** TASK DATA follows **

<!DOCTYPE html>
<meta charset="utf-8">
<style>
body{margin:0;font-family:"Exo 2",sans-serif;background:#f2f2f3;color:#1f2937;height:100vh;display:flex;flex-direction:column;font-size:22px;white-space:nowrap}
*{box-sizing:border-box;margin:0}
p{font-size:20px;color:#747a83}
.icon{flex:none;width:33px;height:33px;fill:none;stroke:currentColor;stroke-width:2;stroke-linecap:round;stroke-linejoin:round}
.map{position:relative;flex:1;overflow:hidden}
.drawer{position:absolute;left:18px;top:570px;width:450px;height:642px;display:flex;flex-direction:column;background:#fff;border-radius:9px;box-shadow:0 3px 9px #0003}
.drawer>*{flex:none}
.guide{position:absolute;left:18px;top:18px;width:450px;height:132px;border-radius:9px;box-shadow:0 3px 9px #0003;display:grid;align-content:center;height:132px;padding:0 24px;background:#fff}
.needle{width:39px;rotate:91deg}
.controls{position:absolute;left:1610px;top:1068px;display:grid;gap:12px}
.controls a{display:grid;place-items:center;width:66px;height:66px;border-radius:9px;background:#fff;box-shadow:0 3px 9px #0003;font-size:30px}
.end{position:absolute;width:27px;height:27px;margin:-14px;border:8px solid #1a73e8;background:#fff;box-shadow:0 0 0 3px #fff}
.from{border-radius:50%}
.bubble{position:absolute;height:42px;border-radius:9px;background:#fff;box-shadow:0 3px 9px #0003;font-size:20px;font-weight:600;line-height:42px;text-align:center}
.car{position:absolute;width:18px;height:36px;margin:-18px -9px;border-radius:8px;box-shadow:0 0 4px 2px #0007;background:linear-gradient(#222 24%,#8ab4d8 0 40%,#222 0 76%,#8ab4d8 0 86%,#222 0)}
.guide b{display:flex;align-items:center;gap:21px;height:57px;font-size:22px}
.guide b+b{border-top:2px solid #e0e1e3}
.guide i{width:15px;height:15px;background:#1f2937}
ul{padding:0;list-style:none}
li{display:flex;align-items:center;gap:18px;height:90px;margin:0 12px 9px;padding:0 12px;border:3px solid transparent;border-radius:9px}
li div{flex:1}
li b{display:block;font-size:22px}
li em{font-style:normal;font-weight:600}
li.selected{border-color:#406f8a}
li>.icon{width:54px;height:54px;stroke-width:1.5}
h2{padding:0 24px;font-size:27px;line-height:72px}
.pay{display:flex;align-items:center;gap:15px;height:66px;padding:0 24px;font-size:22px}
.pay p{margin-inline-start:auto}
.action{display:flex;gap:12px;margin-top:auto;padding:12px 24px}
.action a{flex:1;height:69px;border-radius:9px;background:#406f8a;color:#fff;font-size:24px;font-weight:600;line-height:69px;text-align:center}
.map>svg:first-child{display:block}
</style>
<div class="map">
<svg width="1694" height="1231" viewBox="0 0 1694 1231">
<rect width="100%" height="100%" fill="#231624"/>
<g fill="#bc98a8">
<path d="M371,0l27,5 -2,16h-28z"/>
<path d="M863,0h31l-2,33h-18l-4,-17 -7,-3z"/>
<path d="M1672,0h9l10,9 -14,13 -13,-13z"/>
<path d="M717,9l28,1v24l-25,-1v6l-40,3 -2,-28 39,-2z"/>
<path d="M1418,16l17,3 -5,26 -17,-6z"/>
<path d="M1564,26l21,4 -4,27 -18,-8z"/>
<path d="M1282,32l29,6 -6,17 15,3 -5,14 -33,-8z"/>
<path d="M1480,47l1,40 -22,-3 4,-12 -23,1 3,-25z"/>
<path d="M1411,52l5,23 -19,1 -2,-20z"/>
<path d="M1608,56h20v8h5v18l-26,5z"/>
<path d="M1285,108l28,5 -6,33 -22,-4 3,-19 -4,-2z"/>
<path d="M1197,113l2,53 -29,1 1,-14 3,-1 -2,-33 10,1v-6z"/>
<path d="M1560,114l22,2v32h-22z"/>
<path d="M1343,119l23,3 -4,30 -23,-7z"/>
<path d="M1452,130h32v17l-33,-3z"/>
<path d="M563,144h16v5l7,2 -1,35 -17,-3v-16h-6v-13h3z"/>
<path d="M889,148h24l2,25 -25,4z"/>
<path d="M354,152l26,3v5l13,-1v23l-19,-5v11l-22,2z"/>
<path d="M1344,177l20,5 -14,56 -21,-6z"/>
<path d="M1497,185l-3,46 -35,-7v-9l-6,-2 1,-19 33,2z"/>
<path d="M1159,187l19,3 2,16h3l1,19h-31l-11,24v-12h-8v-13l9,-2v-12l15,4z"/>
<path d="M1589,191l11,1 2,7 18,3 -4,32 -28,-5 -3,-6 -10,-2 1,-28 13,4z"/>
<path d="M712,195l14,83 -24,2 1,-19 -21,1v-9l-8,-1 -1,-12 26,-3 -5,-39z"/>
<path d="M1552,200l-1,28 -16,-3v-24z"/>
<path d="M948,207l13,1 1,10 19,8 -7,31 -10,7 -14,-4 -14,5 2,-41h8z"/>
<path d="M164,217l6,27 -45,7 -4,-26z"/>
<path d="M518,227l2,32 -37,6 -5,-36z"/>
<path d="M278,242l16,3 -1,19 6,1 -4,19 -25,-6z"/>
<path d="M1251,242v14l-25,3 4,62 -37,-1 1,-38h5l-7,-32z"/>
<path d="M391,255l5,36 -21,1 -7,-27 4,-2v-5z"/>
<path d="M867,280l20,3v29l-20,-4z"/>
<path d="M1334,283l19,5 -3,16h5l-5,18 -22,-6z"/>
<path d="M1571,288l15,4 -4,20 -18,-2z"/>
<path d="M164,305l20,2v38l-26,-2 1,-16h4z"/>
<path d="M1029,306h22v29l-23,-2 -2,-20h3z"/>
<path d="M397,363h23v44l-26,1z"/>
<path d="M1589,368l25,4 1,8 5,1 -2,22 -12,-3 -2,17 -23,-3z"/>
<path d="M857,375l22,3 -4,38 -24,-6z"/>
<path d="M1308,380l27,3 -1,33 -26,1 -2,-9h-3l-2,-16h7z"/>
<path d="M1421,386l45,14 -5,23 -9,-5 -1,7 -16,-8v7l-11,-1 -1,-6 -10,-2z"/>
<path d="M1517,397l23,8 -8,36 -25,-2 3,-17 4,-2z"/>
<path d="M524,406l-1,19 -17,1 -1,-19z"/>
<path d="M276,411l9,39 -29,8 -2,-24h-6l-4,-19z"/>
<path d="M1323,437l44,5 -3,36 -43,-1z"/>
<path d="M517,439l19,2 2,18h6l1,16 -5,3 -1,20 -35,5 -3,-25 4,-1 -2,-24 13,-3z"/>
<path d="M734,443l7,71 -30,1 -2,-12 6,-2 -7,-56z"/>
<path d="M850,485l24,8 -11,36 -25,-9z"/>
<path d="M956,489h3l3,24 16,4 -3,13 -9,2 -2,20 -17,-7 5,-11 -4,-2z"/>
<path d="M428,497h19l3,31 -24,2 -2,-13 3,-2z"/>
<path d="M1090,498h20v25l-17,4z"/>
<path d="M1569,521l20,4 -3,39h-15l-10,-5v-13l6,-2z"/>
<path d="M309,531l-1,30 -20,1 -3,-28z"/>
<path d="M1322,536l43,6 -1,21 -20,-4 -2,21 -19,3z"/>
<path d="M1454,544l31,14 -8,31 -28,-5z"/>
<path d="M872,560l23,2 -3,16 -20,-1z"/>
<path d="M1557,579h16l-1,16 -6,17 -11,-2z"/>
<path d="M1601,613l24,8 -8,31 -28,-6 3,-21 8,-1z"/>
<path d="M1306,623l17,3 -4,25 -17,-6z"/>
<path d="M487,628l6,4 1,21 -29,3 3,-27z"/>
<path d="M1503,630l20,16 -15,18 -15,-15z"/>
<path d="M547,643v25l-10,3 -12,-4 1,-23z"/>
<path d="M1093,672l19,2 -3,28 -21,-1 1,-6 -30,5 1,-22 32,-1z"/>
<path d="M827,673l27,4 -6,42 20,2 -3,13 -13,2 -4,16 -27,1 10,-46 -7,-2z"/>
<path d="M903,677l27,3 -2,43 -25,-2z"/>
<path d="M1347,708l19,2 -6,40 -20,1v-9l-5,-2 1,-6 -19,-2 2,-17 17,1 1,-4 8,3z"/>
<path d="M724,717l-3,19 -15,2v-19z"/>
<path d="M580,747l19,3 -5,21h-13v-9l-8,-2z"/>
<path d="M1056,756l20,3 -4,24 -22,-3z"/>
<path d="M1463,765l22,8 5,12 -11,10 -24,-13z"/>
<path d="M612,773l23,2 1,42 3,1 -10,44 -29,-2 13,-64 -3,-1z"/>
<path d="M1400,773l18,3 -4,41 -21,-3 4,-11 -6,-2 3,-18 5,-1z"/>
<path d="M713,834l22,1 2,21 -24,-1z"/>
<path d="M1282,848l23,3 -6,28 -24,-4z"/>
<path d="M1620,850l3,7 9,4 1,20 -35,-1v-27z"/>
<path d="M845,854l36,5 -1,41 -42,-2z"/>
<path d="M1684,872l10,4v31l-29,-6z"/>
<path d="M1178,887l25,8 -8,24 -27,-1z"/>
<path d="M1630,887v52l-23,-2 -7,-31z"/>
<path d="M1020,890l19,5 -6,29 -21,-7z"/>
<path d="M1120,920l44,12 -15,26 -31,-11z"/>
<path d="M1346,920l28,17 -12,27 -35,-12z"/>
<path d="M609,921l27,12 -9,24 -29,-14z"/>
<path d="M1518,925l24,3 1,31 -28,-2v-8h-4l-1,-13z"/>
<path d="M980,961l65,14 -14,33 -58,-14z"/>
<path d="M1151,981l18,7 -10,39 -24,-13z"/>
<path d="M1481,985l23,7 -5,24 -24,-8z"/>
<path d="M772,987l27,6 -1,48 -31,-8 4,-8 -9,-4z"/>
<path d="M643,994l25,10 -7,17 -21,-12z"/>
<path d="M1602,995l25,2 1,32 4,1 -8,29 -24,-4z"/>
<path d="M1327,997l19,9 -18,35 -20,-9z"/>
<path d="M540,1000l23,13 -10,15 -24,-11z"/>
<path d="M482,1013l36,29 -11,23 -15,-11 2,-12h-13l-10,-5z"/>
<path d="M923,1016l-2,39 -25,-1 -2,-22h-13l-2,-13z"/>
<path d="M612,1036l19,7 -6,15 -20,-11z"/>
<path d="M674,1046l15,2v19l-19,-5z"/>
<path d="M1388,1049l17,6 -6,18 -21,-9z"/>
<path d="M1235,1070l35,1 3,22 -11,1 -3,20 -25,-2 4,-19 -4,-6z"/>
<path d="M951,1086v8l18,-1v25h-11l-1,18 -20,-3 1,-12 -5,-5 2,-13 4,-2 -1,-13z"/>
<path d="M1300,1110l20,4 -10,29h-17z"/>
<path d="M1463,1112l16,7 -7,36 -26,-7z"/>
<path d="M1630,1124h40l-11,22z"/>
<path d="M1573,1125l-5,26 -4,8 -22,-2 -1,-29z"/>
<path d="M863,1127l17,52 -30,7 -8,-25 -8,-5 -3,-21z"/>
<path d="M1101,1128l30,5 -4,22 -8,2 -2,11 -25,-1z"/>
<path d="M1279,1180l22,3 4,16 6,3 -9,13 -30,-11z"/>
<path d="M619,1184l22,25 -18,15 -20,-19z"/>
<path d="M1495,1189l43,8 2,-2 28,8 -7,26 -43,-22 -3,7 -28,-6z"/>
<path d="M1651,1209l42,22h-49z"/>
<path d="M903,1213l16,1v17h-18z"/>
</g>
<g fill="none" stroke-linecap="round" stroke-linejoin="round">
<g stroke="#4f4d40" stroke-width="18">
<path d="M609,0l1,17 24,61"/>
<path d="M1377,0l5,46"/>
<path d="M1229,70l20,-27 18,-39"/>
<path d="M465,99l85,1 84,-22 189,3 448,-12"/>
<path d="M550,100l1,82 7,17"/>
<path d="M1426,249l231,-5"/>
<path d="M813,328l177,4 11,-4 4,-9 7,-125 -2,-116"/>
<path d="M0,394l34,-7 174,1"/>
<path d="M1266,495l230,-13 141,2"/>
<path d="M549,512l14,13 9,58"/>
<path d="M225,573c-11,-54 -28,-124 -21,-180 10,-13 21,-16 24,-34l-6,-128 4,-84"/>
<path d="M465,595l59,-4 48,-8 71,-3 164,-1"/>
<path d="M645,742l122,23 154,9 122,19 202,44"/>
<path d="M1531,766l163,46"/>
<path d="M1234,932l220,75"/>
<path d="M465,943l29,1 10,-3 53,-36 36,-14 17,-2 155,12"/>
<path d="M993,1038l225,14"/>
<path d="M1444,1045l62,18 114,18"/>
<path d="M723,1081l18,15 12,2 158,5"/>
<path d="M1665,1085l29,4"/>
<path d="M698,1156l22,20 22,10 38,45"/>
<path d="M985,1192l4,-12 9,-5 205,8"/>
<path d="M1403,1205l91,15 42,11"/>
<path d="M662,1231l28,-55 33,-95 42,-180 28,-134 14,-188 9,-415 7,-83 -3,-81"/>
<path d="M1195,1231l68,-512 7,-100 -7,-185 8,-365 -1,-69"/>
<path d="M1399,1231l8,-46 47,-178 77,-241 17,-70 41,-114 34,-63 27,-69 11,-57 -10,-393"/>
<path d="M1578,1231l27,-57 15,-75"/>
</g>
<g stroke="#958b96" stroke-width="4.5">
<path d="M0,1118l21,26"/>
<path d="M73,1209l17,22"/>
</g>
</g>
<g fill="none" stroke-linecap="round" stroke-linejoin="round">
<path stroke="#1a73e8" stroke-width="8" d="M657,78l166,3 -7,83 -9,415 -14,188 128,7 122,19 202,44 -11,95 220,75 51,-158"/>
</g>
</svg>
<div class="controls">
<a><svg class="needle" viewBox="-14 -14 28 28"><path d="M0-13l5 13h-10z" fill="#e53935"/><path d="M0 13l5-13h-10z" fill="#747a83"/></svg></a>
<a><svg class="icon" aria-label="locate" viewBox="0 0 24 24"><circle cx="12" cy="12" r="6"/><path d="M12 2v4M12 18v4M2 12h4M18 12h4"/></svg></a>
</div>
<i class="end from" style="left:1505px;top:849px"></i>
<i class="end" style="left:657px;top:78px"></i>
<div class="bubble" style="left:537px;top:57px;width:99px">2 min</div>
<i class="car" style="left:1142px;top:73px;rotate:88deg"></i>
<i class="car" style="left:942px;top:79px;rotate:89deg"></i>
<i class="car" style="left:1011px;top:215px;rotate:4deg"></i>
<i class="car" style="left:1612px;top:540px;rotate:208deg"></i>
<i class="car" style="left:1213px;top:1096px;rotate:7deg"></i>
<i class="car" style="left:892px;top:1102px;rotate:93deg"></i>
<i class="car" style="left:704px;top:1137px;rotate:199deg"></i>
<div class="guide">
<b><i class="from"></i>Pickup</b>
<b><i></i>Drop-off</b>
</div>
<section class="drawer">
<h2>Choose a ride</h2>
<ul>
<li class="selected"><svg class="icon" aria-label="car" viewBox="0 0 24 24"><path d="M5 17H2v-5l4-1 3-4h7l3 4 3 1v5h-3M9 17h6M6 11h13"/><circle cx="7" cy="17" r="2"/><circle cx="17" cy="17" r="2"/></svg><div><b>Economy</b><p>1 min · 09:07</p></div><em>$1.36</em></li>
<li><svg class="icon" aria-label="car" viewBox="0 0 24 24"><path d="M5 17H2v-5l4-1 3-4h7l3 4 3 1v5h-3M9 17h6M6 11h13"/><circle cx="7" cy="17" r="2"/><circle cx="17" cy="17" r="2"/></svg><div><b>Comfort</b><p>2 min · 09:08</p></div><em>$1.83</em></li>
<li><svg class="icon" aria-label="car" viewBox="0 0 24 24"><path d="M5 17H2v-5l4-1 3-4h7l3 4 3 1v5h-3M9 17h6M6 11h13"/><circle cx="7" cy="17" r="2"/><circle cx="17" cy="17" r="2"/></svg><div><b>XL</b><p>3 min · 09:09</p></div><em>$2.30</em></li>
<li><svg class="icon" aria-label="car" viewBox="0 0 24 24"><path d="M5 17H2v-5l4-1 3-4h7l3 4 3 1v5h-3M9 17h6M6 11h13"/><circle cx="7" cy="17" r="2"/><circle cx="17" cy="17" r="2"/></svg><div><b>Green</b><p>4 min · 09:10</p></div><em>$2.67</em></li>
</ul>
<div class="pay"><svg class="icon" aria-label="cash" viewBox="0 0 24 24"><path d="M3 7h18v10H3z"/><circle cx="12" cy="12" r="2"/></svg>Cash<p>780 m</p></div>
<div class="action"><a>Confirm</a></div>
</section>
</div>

** End of TASK DATA **

In the entries above, copy each line that contains the string "radius".

[TASK RESPONSE]
.drawer{position:absolute;left:18px;top:570px;width:450px;height:642px;display:flex;flex-direction:column;background:#fff;border-radius:9px;box-shadow:0 3px 9px #0003}
.guide{position:absolute;left:18px;top:18px;width:450px;height:132px;border-radius:9px;box-shadow:0 3px 9px #0003;display:grid;align-content:center;height:132px;padding:0 24px;background:#fff}
.controls a{display:grid;place-items:center;width:66px;height:66px;border-radius:9px;background:#fff;box-shadow:0 3px 9px #0003;font-size:30px}
.from{border-radius:50%}
.bubble{position:absolute;height:42px;border-radius:9px;background:#fff;box-shadow:0 3px 9px #0003;font-size:20px;font-weight:600;line-height:42px;text-align:center}
.car{position:absolute;width:18px;height:36px;margin:-18px -9px;border-radius:8px;box-shadow:0 0 4px 2px #0007;background:linear-gradient(#222 24%,#8ab4d8 0 40%,#222 0 76%,#8ab4d8 0 86%,#222 0)}
li{display:flex;align-items:center;gap:18px;height:90px;margin:0 12px 9px;padding:0 12px;border:3px solid transparent;border-radius:9px}
.action a{flex:1;height:69px;border-radius:9px;background:#406f8a;color:#fff;font-size:24px;font-weight:600;line-height:69px;text-align:center}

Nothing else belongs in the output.